**Activity**. Look through the listing underneath for "Describe", and copy every line that has it.

**Material supplied**.
- Opening Delimiter -
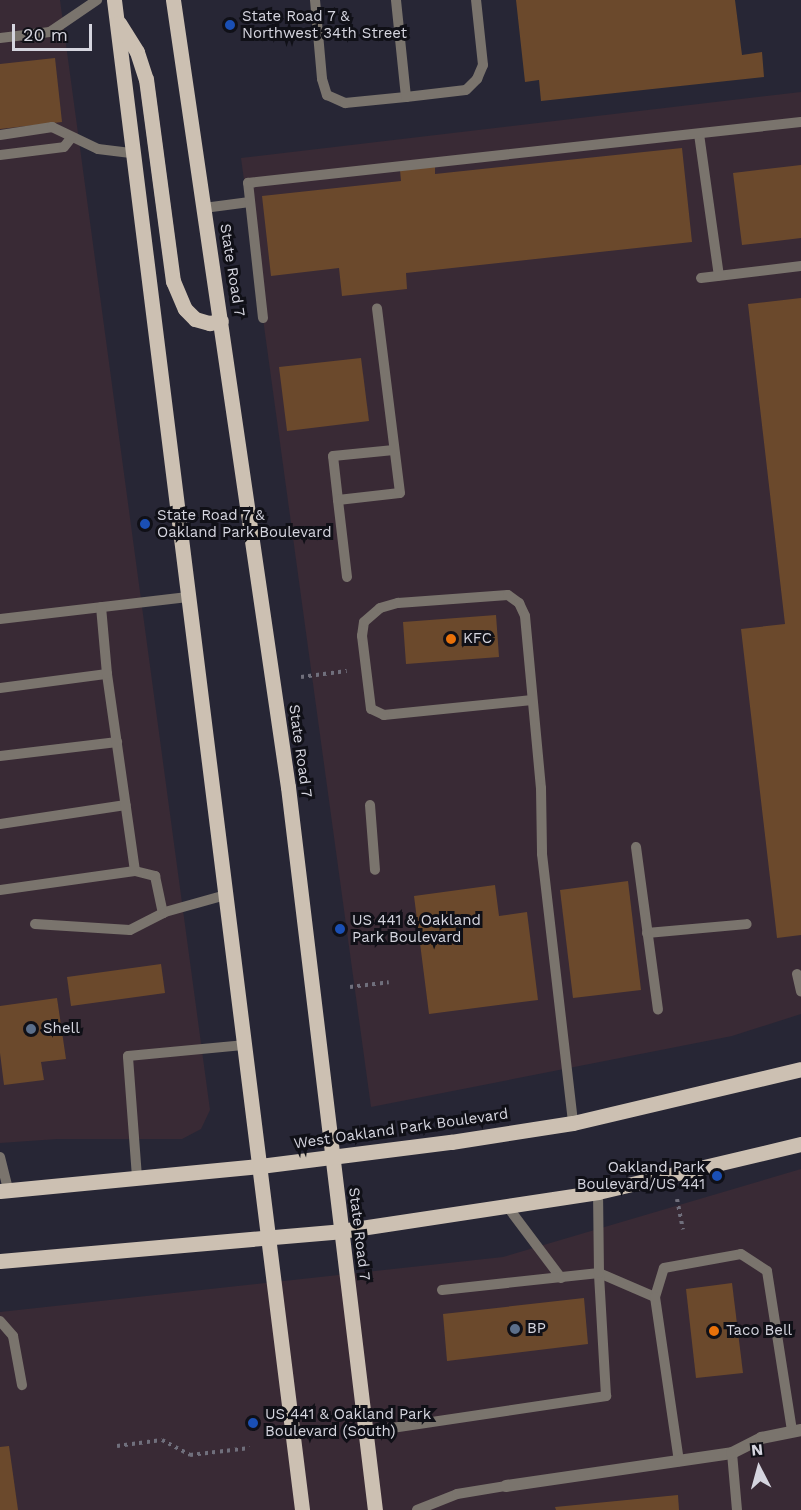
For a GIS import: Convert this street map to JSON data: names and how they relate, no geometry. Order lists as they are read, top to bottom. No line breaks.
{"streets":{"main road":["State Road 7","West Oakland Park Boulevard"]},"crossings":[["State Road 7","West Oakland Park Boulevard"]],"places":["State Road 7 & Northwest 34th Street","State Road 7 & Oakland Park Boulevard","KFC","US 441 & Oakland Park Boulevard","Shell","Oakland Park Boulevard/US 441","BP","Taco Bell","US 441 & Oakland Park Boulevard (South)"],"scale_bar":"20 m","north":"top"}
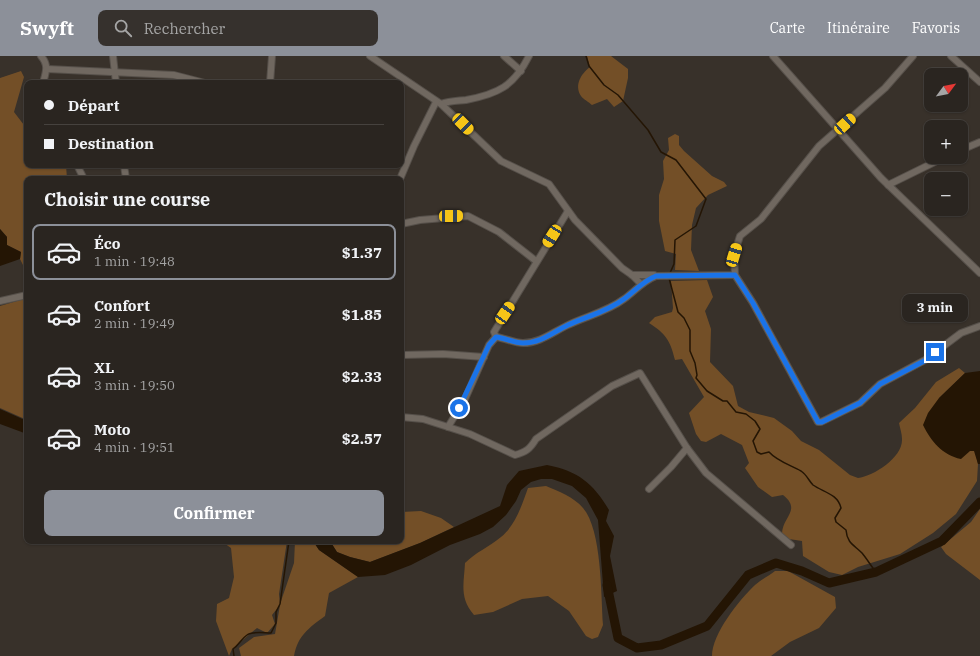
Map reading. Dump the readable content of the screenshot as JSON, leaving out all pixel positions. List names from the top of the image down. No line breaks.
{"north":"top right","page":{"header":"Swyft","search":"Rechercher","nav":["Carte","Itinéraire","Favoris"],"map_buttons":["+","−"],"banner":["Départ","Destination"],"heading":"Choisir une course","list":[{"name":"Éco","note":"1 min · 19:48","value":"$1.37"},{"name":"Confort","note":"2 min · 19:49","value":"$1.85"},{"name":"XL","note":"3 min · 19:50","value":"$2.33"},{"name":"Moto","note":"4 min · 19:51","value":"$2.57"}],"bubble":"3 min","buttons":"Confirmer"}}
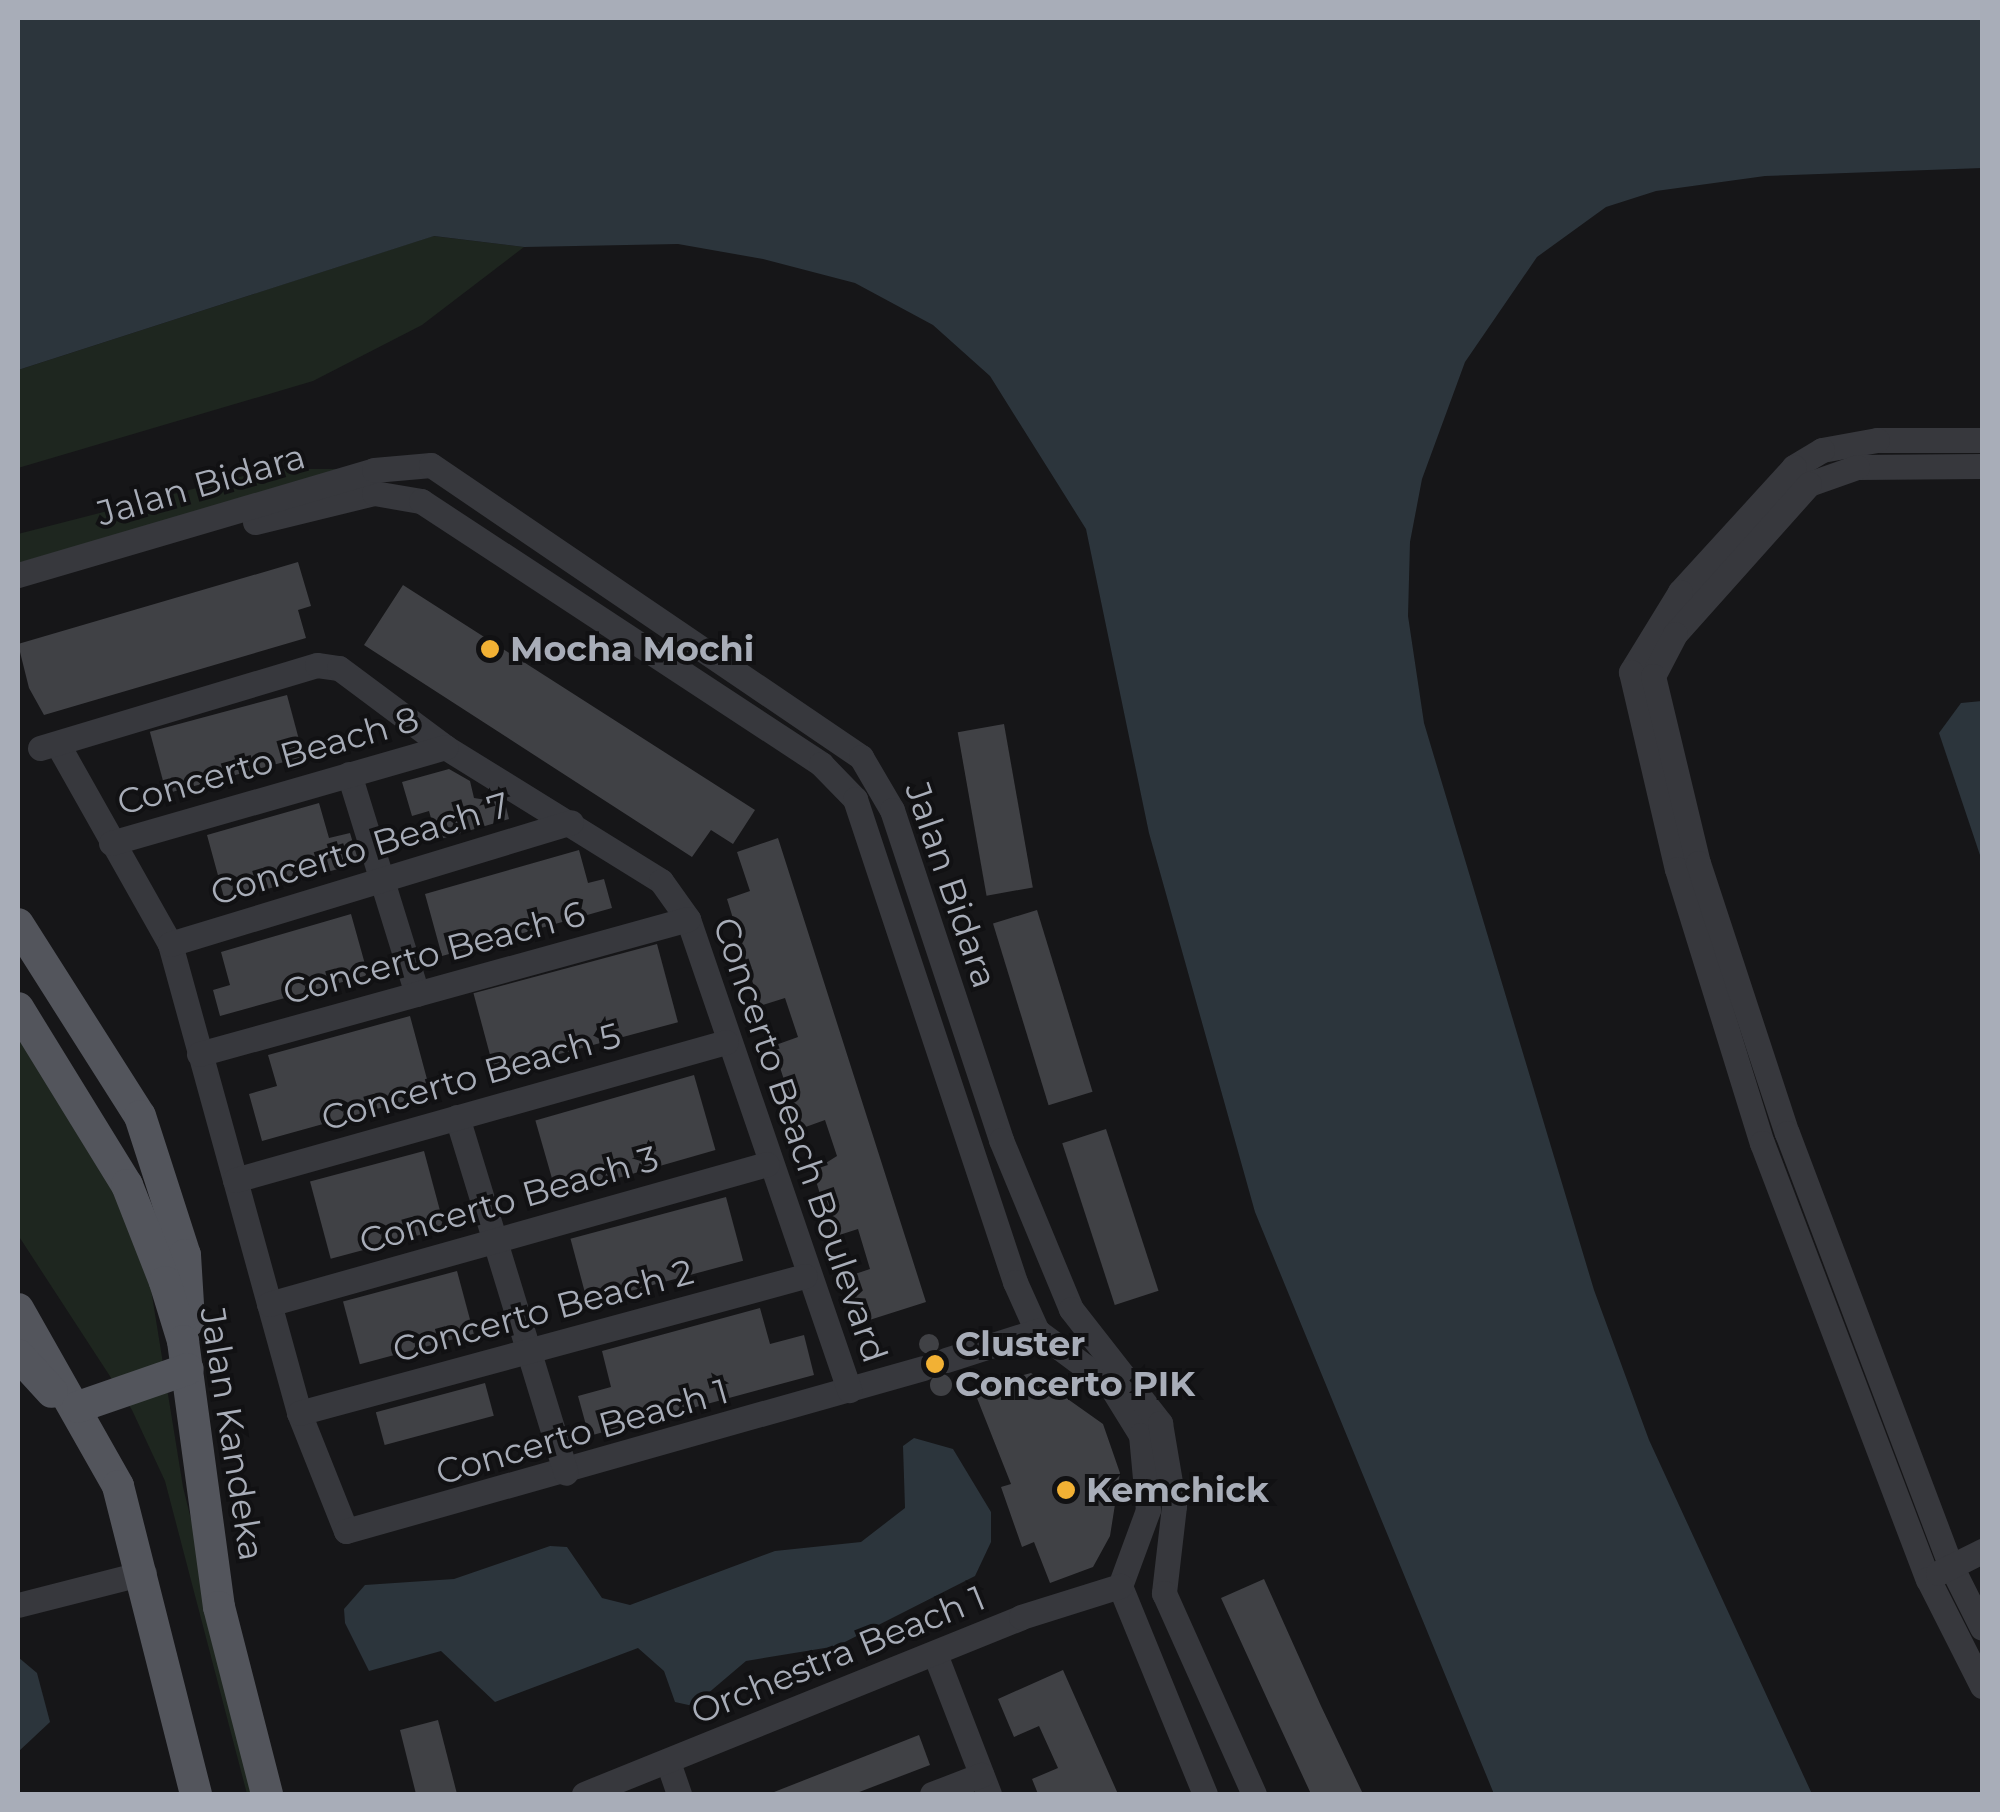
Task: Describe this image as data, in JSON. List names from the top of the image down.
- Closing Delimiter -
- Opening Delimiter -
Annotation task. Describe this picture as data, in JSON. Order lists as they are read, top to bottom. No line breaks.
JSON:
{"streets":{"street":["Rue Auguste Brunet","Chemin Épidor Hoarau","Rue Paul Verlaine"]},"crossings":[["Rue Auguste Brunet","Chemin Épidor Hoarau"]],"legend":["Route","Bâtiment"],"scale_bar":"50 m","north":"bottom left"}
- Closing Delimiter -
- Opening Delimiter -
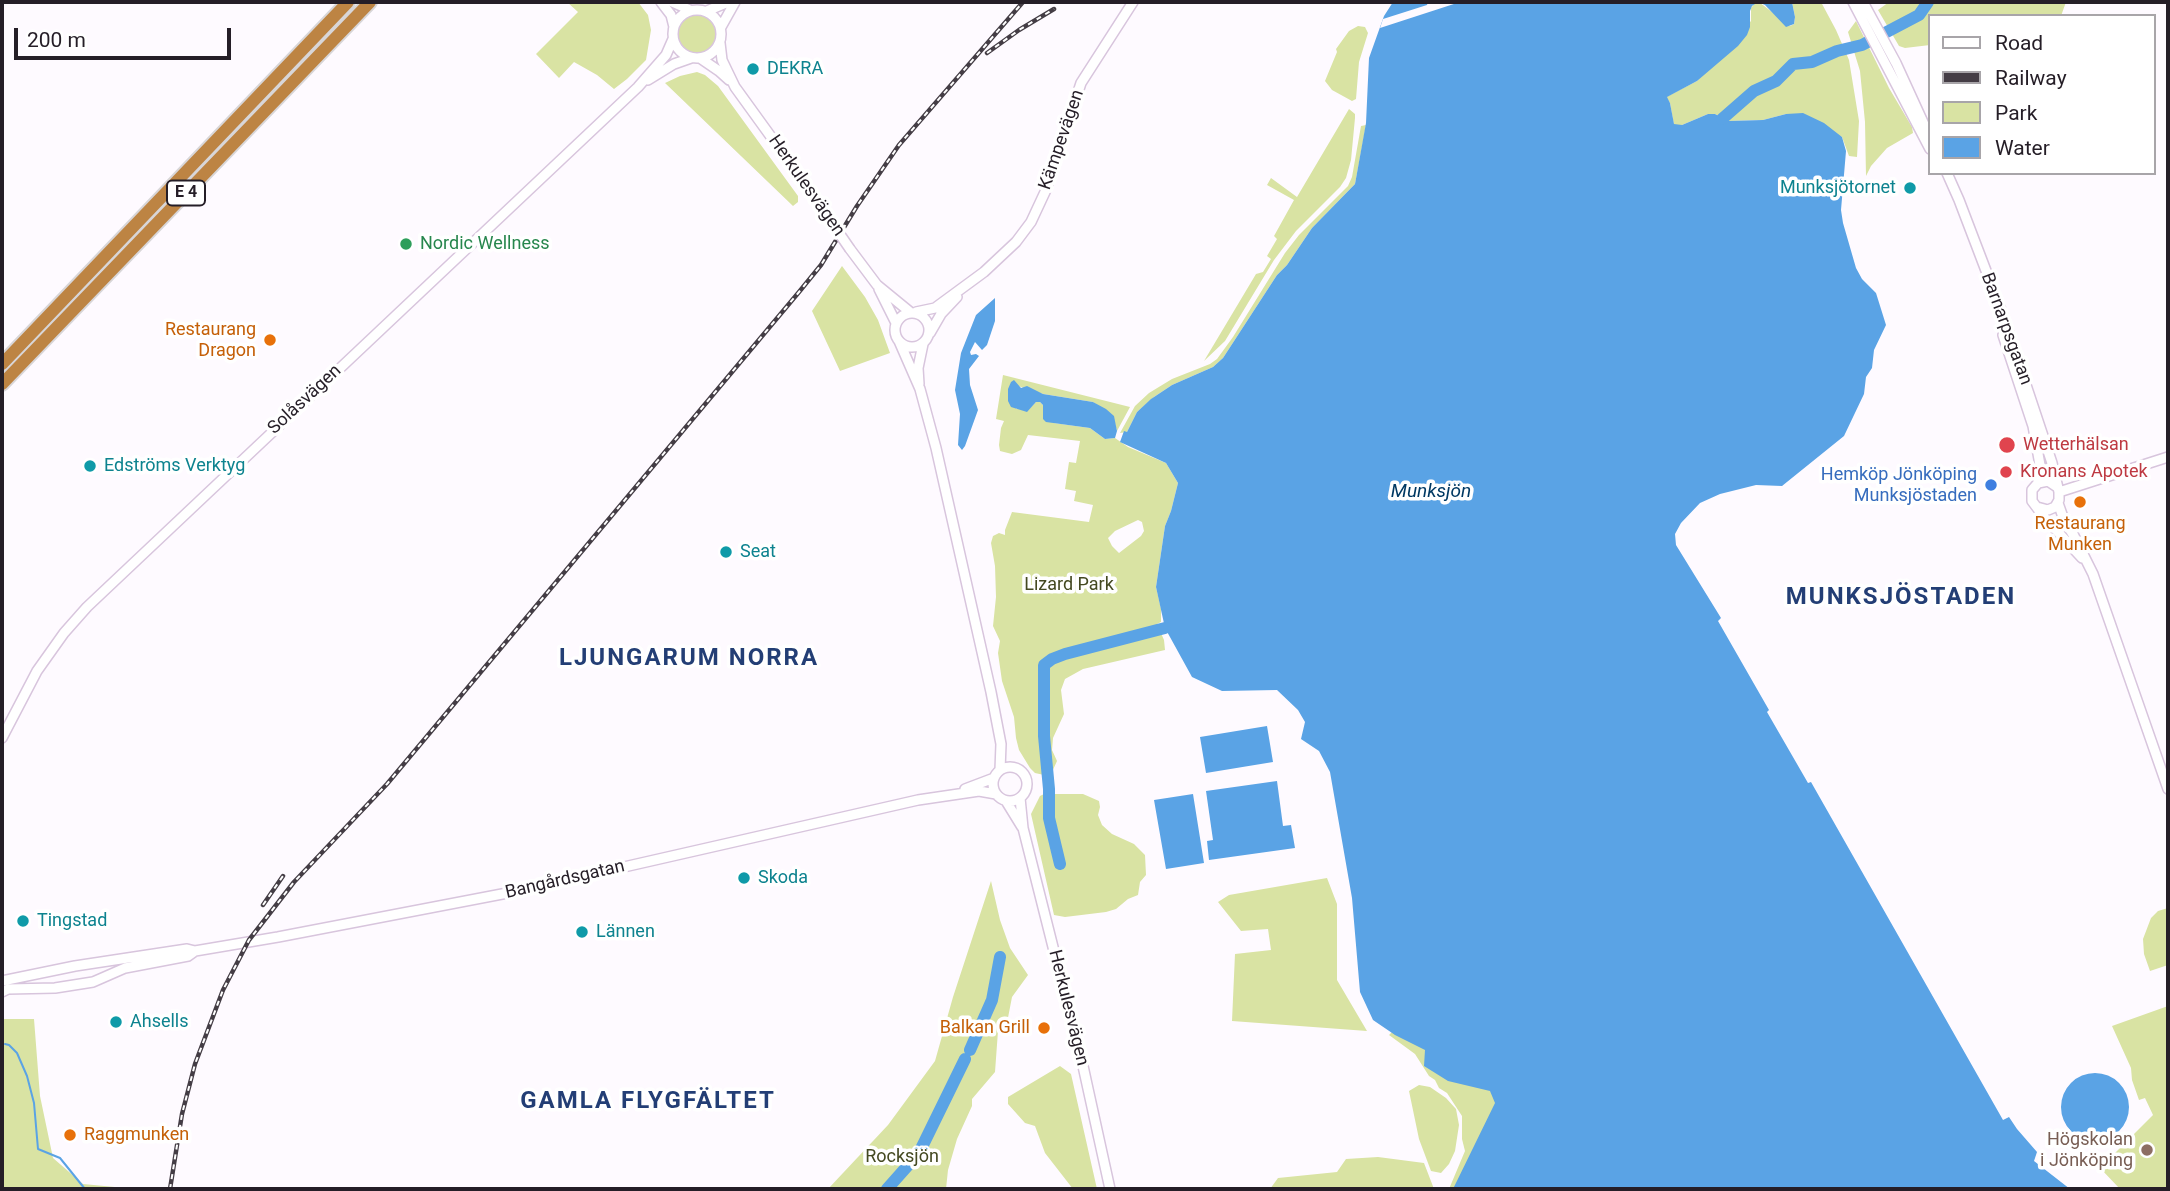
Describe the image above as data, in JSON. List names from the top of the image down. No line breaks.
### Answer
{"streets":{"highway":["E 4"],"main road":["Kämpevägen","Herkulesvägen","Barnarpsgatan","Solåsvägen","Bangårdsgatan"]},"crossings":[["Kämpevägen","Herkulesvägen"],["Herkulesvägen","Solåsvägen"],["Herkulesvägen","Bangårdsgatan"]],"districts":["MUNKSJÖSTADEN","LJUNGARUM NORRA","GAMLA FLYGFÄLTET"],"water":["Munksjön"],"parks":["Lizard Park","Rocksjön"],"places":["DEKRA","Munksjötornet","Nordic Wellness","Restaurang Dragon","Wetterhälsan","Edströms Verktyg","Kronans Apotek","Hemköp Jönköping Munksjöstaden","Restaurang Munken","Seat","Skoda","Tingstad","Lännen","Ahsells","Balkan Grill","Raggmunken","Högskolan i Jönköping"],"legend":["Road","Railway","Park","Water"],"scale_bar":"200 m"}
- Closing Delimiter -
**Solution below**.
Task: Describe this image as data, in JSON. List names from the top of the image down.
Annotation task. Describe this picture as data, in JSON. Order lists as they are read, top to bottom. No line breaks.
Describe the image above as data, in JSON. List names from the top of the image down. No line breaks.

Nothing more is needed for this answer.